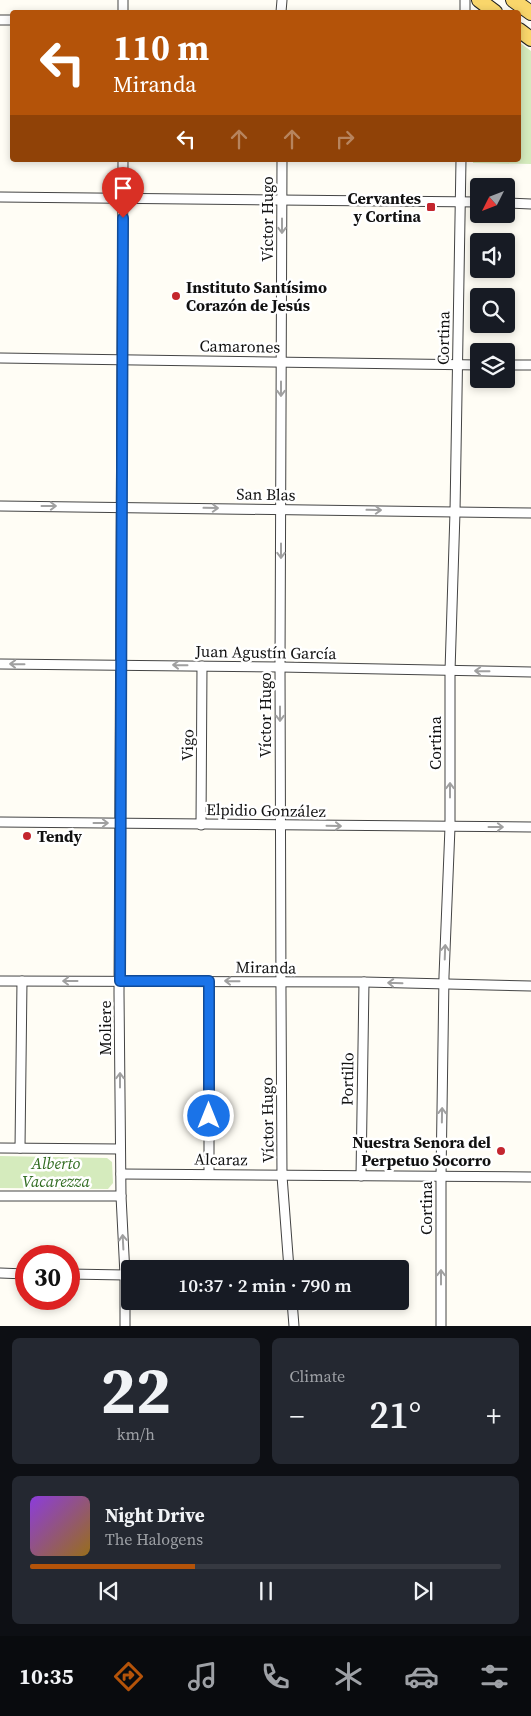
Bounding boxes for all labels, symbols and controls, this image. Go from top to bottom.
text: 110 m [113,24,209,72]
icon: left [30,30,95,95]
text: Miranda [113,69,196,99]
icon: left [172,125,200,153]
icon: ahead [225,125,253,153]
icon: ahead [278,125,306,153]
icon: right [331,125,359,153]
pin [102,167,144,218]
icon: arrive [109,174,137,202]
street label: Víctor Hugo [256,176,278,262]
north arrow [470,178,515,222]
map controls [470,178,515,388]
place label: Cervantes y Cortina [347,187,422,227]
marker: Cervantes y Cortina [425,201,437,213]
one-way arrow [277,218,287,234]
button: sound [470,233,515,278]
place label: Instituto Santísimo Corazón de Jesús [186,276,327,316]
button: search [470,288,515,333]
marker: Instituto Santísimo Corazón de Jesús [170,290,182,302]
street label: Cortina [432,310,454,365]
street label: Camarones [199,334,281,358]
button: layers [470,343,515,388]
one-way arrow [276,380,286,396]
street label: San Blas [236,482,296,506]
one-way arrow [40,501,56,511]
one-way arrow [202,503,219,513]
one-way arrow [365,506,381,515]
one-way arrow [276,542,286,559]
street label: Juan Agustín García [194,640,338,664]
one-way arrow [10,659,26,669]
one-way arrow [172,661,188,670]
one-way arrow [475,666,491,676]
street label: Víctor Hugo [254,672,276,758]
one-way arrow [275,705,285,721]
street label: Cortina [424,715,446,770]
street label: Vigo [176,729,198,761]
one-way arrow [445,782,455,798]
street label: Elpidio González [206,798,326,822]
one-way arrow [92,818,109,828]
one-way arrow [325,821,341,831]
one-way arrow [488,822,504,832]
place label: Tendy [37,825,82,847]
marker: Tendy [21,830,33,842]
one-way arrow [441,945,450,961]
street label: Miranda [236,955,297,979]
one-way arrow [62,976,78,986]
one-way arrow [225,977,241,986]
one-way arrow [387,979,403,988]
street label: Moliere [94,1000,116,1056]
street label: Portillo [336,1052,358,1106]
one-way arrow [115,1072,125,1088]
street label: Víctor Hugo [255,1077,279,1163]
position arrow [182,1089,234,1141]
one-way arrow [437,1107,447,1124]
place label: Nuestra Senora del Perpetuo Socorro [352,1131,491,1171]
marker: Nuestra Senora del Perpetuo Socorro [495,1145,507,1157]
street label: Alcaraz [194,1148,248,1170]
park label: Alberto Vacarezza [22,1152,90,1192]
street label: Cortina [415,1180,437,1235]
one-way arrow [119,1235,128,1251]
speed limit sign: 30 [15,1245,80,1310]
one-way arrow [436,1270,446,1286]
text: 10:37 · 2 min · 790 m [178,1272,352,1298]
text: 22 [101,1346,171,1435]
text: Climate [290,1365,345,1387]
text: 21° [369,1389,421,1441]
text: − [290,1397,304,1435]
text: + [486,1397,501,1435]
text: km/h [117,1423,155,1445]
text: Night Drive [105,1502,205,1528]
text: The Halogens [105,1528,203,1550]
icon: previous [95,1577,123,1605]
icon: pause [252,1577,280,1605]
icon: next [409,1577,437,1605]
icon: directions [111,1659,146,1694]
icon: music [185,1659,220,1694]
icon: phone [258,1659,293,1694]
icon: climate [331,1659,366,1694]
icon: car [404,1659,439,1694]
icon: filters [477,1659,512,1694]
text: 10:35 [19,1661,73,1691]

====

Description of the task:
Type the entries above out again exactly, with no pictures.

Task answer:
Bounding boxes for all labels, symbols and controls, this image. Go from top to bottom.
text: 110 m [113,24,209,72]
icon: left [30,30,95,95]
text: Miranda [113,69,196,99]
icon: left [172,125,200,153]
icon: ahead [225,125,253,153]
icon: ahead [278,125,306,153]
icon: right [331,125,359,153]
pin [102,167,144,218]
icon: arrive [109,174,137,202]
street label: Víctor Hugo [256,176,278,262]
north arrow [470,178,515,222]
map controls [470,178,515,388]
place label: Cervantes y Cortina [347,187,422,227]
marker: Cervantes y Cortina [425,201,437,213]
one-way arrow [277,218,287,234]
button: sound [470,233,515,278]
place label: Instituto Santísimo Corazón de Jesús [186,276,327,316]
button: search [470,288,515,333]
marker: Instituto Santísimo Corazón de Jesús [170,290,182,302]
street label: Cortina [432,310,454,365]
street label: Camarones [199,334,281,358]
button: layers [470,343,515,388]
one-way arrow [276,380,286,396]
street label: San Blas [236,482,296,506]
one-way arrow [40,501,56,511]
one-way arrow [202,503,219,513]
one-way arrow [365,506,381,515]
one-way arrow [276,542,286,559]
street label: Juan Agustín García [194,640,338,664]
one-way arrow [10,659,26,669]
one-way arrow [172,661,188,670]
one-way arrow [475,666,491,676]
street label: Víctor Hugo [254,672,276,758]
one-way arrow [275,705,285,721]
street label: Cortina [424,715,446,770]
street label: Vigo [176,729,198,761]
one-way arrow [445,782,455,798]
street label: Elpidio González [206,798,326,822]
one-way arrow [92,818,109,828]
one-way arrow [325,821,341,831]
one-way arrow [488,822,504,832]
place label: Tendy [37,825,82,847]
marker: Tendy [21,830,33,842]
one-way arrow [441,945,450,961]
street label: Miranda [236,955,297,979]
one-way arrow [62,976,78,986]
one-way arrow [225,977,241,986]
one-way arrow [387,979,403,988]
street label: Moliere [94,1000,116,1056]
street label: Portillo [336,1052,358,1106]
one-way arrow [115,1072,125,1088]
street label: Víctor Hugo [255,1077,279,1163]
position arrow [182,1089,234,1141]
one-way arrow [437,1107,447,1124]
place label: Nuestra Senora del Perpetuo Socorro [352,1131,491,1171]
marker: Nuestra Senora del Perpetuo Socorro [495,1145,507,1157]
street label: Alcaraz [194,1148,248,1170]
park label: Alberto Vacarezza [22,1152,90,1192]
street label: Cortina [415,1180,437,1235]
one-way arrow [119,1235,128,1251]
speed limit sign: 30 [15,1245,80,1310]
one-way arrow [436,1270,446,1286]
text: 10:37 · 2 min · 790 m [178,1272,352,1298]
text: 22 [101,1346,171,1435]
text: Climate [290,1365,345,1387]
text: 21° [369,1389,421,1441]
text: − [290,1397,304,1435]
text: + [486,1397,501,1435]
text: km/h [117,1423,155,1445]
text: Night Drive [105,1502,205,1528]
text: The Halogens [105,1528,203,1550]
icon: previous [95,1577,123,1605]
icon: pause [252,1577,280,1605]
icon: next [409,1577,437,1605]
icon: directions [111,1659,146,1694]
icon: music [185,1659,220,1694]
icon: phone [258,1659,293,1694]
icon: climate [331,1659,366,1694]
icon: car [404,1659,439,1694]
icon: filters [477,1659,512,1694]
text: 10:35 [19,1661,73,1691]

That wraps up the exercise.